Louis-Emile est un jeune homme chaleureux, fier, ambitieux et passionné. Il est animé d'une vitalité incroyable et ne recule devant rien pour s'imposer. Il a un sens de l'organisation très développé, ce qui plaît beaucoup aux patrons qui l'engagent. Assez vite, il sait se rendre indispensable et de ce fait va grimper allègrement dans la hiérarchie des journaliers. Il a dix ans lorsque Napoléon-Symphorien Gobert, son grand-père maternel meurt, le 24 juin 1856, à l'âge de 51 ans. Louis-Emile devient le soutien de sa grand-mère Cécile. Il travaille dans diverses fermes, aide au tabac de la place du pont, et assiste son grand-père paternel Etienne-Marie qu'il aime beaucoup. En 1858, juste avant de s'éteindre, celui-ci le recommande comme commis chez un ami où il va être initié aux arcanes de la production destinée aux halles de Paris.


La ferme des Gillet, à Sarcelles.


La ferme du père Gillet est de construction classique, à la manière du 17e siècle ; un porche avec ses bornes de pierre protégeant les battants de porte des moyeux proéminents de lourds tombereaux, ouvrant sur une cour carrée avec des bâtiments sur trois côtés. La cour est pavée car il faut laver les légumes à grande eau. Les poireaux sont épluchés soigneusement, les céleris grattés, les salades et les choux-fleurs bien parés et rangés dans leur cadre. A cette époque le travail au champ garantit la qualité des légumes.
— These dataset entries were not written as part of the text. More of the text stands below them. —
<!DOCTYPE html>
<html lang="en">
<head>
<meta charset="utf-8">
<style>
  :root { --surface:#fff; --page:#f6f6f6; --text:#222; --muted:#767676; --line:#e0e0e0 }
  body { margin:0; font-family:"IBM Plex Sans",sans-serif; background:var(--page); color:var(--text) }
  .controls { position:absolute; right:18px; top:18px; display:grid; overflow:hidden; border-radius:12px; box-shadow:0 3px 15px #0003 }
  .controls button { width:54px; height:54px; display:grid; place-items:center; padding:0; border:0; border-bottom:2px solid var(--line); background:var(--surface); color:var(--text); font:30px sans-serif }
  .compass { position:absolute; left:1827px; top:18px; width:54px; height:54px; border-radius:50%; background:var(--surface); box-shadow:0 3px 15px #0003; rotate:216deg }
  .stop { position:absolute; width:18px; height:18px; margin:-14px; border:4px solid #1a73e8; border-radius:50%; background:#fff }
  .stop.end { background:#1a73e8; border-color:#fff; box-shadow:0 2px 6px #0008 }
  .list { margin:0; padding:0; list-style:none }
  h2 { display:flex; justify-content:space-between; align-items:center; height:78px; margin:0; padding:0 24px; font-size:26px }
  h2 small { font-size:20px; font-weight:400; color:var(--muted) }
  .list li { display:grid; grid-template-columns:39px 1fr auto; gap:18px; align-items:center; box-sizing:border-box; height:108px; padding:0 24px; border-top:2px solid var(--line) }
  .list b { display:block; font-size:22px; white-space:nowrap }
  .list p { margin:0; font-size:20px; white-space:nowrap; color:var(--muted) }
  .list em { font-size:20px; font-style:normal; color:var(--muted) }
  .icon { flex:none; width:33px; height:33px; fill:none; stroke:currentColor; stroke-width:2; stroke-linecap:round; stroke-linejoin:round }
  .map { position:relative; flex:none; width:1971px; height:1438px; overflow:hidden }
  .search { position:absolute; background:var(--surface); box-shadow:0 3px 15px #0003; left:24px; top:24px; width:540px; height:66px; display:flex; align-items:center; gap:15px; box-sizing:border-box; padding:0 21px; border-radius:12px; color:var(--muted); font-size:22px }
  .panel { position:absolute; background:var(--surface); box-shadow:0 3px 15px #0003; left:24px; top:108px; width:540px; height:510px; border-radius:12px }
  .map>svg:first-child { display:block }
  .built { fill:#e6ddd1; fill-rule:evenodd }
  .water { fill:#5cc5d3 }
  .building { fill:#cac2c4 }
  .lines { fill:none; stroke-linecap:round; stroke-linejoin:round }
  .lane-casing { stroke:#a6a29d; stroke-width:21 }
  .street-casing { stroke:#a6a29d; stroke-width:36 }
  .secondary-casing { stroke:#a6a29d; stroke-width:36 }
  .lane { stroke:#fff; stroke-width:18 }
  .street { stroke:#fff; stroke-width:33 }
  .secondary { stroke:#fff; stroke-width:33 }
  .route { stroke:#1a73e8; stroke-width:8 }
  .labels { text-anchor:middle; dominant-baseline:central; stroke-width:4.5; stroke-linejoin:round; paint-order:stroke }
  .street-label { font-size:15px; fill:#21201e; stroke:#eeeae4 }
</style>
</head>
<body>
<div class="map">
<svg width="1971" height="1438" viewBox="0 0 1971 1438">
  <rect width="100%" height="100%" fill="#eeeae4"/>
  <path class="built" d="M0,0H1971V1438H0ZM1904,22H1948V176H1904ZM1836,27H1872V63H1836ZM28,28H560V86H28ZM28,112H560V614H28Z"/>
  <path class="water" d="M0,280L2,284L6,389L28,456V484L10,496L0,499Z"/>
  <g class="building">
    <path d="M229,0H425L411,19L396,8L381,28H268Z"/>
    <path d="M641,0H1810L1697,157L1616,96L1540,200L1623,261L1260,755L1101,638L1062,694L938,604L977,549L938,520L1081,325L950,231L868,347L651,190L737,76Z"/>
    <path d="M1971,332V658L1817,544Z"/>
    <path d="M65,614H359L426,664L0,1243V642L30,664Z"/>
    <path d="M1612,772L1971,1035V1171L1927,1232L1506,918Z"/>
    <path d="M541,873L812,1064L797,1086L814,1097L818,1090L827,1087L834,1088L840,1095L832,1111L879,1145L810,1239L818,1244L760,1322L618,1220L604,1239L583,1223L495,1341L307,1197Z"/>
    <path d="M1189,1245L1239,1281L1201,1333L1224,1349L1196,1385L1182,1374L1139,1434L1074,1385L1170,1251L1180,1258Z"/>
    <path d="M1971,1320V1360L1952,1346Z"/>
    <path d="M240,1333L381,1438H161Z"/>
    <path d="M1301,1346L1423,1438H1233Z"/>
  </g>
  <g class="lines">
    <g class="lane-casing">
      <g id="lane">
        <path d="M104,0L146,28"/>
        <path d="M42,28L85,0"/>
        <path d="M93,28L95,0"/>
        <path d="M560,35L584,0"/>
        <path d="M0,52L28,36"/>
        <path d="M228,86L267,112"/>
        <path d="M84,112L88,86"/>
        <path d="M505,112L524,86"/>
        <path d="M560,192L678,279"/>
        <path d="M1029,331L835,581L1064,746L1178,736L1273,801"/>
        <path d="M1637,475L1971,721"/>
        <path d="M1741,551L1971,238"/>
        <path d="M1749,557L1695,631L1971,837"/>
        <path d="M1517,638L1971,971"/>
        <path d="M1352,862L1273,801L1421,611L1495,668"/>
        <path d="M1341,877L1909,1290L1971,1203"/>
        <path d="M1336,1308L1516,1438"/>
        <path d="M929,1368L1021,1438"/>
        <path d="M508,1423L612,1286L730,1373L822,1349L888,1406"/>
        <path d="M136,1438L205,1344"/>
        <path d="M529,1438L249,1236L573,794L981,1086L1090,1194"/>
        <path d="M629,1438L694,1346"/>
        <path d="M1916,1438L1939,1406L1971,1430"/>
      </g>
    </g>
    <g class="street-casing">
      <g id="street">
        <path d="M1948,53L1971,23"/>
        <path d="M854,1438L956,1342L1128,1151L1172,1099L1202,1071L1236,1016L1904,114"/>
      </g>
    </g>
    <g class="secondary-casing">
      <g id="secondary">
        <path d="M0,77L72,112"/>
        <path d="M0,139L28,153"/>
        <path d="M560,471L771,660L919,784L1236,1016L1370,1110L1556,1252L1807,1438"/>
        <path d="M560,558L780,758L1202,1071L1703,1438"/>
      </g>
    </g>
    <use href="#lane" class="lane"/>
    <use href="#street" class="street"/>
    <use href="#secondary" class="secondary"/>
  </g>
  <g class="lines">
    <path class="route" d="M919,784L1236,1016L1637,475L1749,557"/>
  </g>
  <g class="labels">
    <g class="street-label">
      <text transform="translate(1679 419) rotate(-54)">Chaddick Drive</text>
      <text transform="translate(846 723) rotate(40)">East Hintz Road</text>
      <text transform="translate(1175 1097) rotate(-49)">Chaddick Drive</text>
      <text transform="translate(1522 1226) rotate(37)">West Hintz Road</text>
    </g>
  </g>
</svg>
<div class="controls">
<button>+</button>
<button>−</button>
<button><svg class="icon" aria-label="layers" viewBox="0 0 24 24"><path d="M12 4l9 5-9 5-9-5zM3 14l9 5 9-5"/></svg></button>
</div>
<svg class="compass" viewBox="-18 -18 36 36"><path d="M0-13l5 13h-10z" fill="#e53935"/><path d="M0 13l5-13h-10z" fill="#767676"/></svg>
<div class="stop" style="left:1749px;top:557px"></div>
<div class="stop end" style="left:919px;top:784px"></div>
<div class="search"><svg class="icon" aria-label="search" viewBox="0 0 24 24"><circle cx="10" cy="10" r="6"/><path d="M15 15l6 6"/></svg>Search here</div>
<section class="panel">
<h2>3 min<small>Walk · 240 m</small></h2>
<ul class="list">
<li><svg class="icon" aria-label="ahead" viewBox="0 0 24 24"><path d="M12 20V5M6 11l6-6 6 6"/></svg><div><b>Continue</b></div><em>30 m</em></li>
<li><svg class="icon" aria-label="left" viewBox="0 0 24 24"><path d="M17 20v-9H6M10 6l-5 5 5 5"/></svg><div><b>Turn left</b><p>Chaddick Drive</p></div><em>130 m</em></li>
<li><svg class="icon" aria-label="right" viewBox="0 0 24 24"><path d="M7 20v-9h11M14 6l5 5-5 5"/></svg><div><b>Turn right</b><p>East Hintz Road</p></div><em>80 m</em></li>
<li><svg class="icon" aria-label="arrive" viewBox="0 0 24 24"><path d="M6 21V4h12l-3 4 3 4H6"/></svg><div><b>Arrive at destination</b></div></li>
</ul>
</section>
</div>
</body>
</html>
Ils ont encore du goût. La scarole est liée à la paille afin de garder son cour bien blanc, les choux-fleurs sont bien couverts car un cour jauni par la lune ou avec des feuilles vertes dedans ne se serait jamais vendu sur les marchés.
Louis-Emile, avec son sens du concret et son charme, se révèle utile lorsqu'il accompagne le père Gillet à Paris pour ses transactions avec le grossiste des halles, qui habite la rue Jean-Jacques Rousseau, près de la bourse du commerce, au numéro 23. Le père Gillet et lui s'entendent bien. Louis-Emile l'amuse : il a des vues sur tout, fait montre de connaissances incroyables pour l'époque et le lieu, mais il faut dire que le jeune homme est d'une curiosité stupéfiante. Tout l'intéresse, tout le passionne. Peut-être "se croit-il" un peu... mais il est si jeune. En 1866, il a alors tout juste vingt ans, Louis-Emile fait la connaissance de Julie-Augustine Meslier, une couturière de deux ans sa cadette, qui, l'année suivante, le 3 juin 1867, devient sa femme. Dans la foulée, il leur naît une fille, Adèle, le 31 mai 1868 ; puis, le 18 mai 1870, un fils nommé Charles-Auguste. Le jeune couple n'est pas riche, c'est certain, mais il y a plus pauvre et l'ouvrage ne manque pas. Tout serait donc pour le mieux, mais voilà : le 19 juillet, l'empereur déclare inconsidérément la guerre à la Prusse. À peine le temps de mobiliser les troupes. Le despote se fait moucher à Sedan le 2 septembre par Bismarck, est emmené en captivité en Allemagne. Le quatre septembre, Gambetta proclame la déchéance de l'empereur et institue la république.


Le conseil des ministres du 4 septembre

Mais de quelle République s'agit-il ? Et que se passe-t-il réellement ? Il aurait fallu organiser des élections, mais à présent, l'avancée sur Paris de l'armée prussienne victorieuse est trop préoccupante. On remet à plus tard les élections, et par conséquent le gouvernement provisoire mis en place ce 4 septembre 1870 perd sa légitimité, puisqu'il n'est pas amené au pouvoir par un processus régulier. La menace prussienne est réelle : Strasbourg et Metz sont assiégées et l'armée allemande marche sur Paris. Bismarck croit la victoire acquise. Il le manifeste avec mépris. Le nouveau gouvernement, dit " de la défense Nationale", s'oppose à toute amputation du territoire (l'Allemagne réclame l'Alsace et la Lorraine), et par cela opte pour une guerre à outrance. Les dernières négociations, à Ferrières, échouent. Déjà on doit prendre des mesures pour résister au siège de Paris. Personne ne l'avait prévu. Il s'agit d'organiser en même temps la défense de la ville et son approvisionnement. Pris de panique, tous les villages de la périphérie se vident (20 000 personnes, environ). Les premiers Ulhans arrivent le 12 septembre à Domon. On compte 600 hommes et 600 chevaux. Le 17 septembre, le célèbre peintre Thomas Couture, qui réside alors à Villiers-le-Bel, dit dans une de ses lettres qu'il voit arriver trois cavaliers sur les hauteurs d'Ecouen. Le pillage de sa maison et de son atelier surviennent. Le peintre trouve refuge chez les religieuses d'Ecouen.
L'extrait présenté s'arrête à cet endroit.